Trump-era Justice Department official Jeffrey Clark cannot move his Georgia election subversion case from state to federal court, a judge ruled Friday.
The ruling from US District Judge Steve Jones is the latest blow to the Georgia defendants who are trying to move their state prosecutions into the federal system, where they could get more favorable trial conditions or increase their chances of getting the criminal charges dropped altogether by invoking immunity protections for US government officials.
Jones already rejected a similar request from Mark Meadows, who was former President Donald Trump’s chief of staff in 2020 and was also charged in the Georgia indictment.
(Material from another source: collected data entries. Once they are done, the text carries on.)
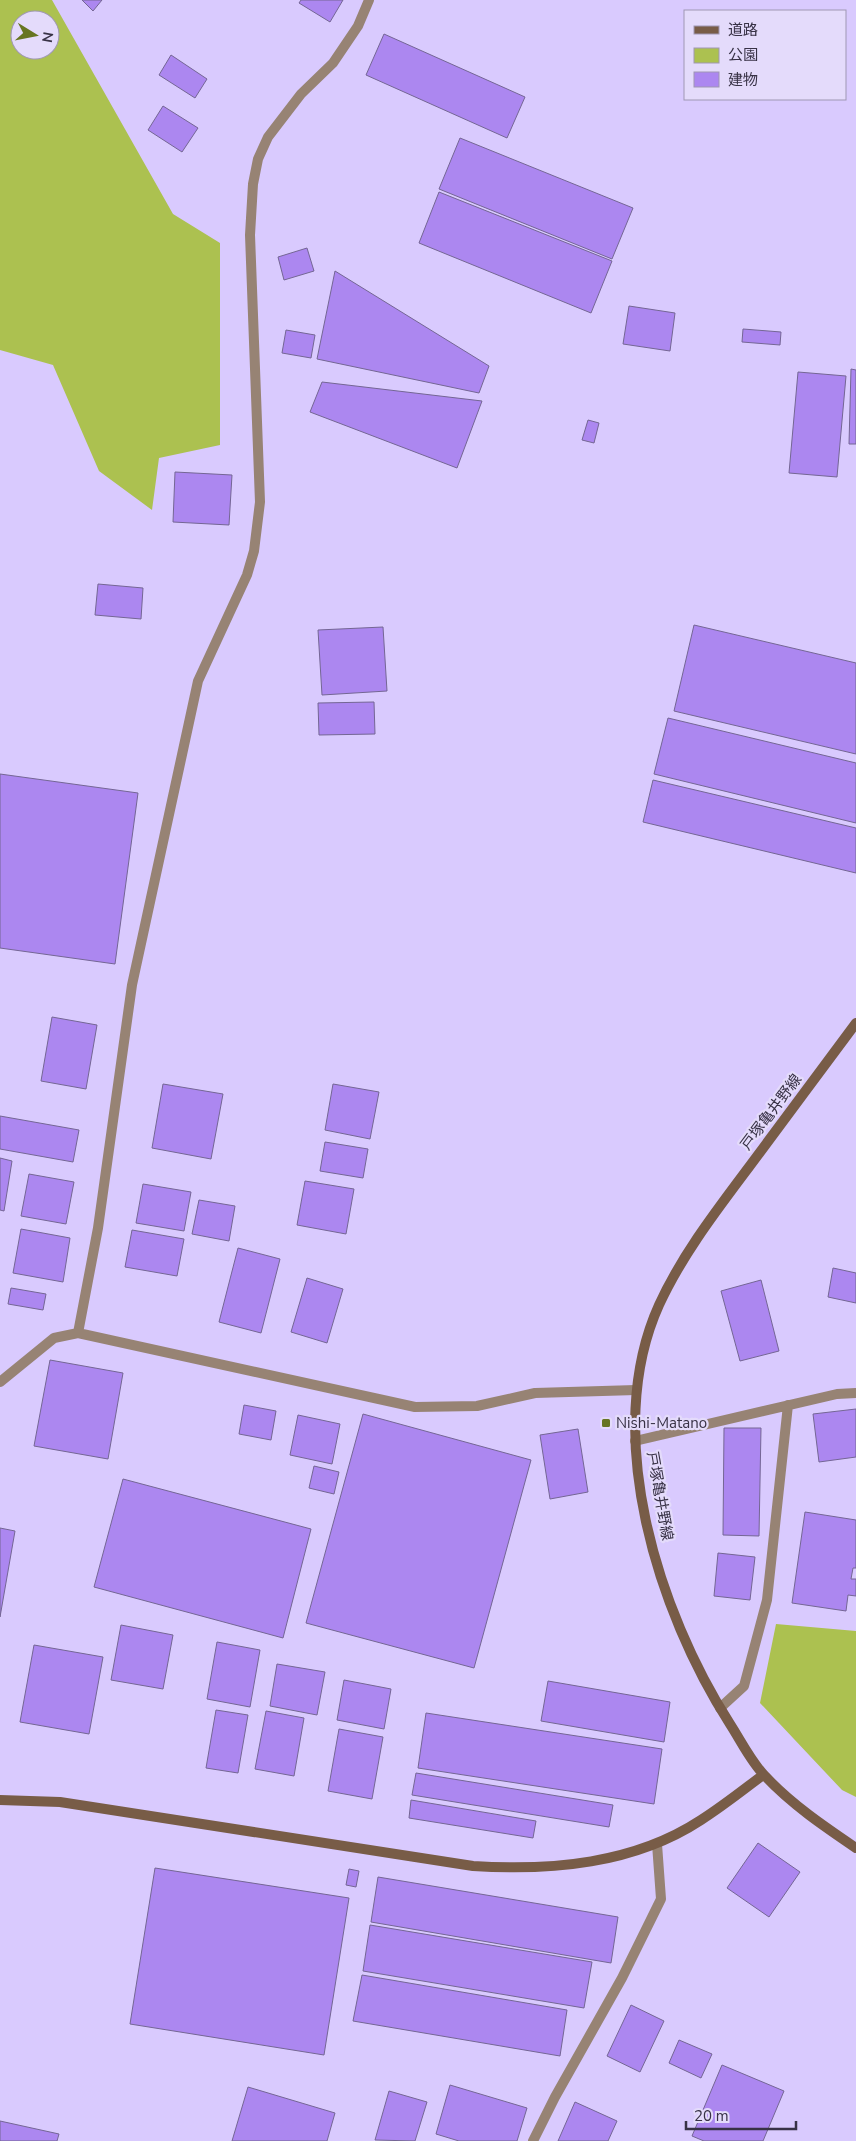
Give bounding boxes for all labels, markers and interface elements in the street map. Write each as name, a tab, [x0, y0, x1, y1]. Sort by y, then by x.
north arrow	[10, 10, 60, 60]
legend	[684, 10, 846, 100]
text: 道路	[728, 20, 758, 40]
text: N	[37, 30, 58, 44]
text: 公園	[728, 45, 758, 65]
text: 建物	[728, 70, 758, 90]
street label: 戸塚亀井野線	[736, 1070, 806, 1154]
place label: Nishi-Matano	[616, 1413, 707, 1433]
marker: Nishi-Matano	[600, 1417, 612, 1429]
street label: 戸塚亀井野線	[642, 1450, 678, 1542]
scale bar	[686, 2098, 796, 2130]
text: 20 m	[694, 2106, 729, 2126]

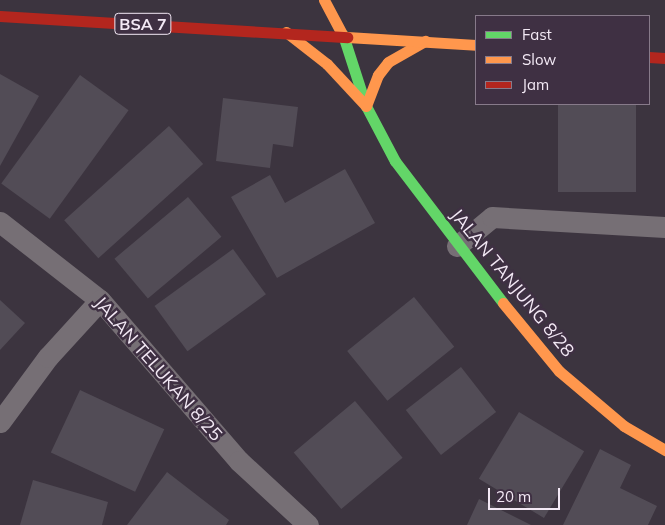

Trump had been expected to make the same request, but on Thursday made a surprise announcement he would not.
All defendants in the Georgia case – including Clark, Trump and Meadows – pleaded not guilty.
After the 2020 election, Trump got in touch with Clark, who wanted to send letters to top officials in states Trump lost, falsely saying the Justice Department uncovered major voting irregularities and pressing them to consider intervening with the results, according to two congressional reports, past CNN reporting, and the state and federal election subversion indictments.
At the time, Clark was the acting assistant attorney general and head of the department’s Civil Division, which doesn’t handle election investigations, and his bosses repeatedly rejected his proposals and told him that the fraud claims were baseless. Still, Trump nearly considered installing him as attorney general so he could send the letters, but backed off after senior Justice Department officials threatened mass resignations.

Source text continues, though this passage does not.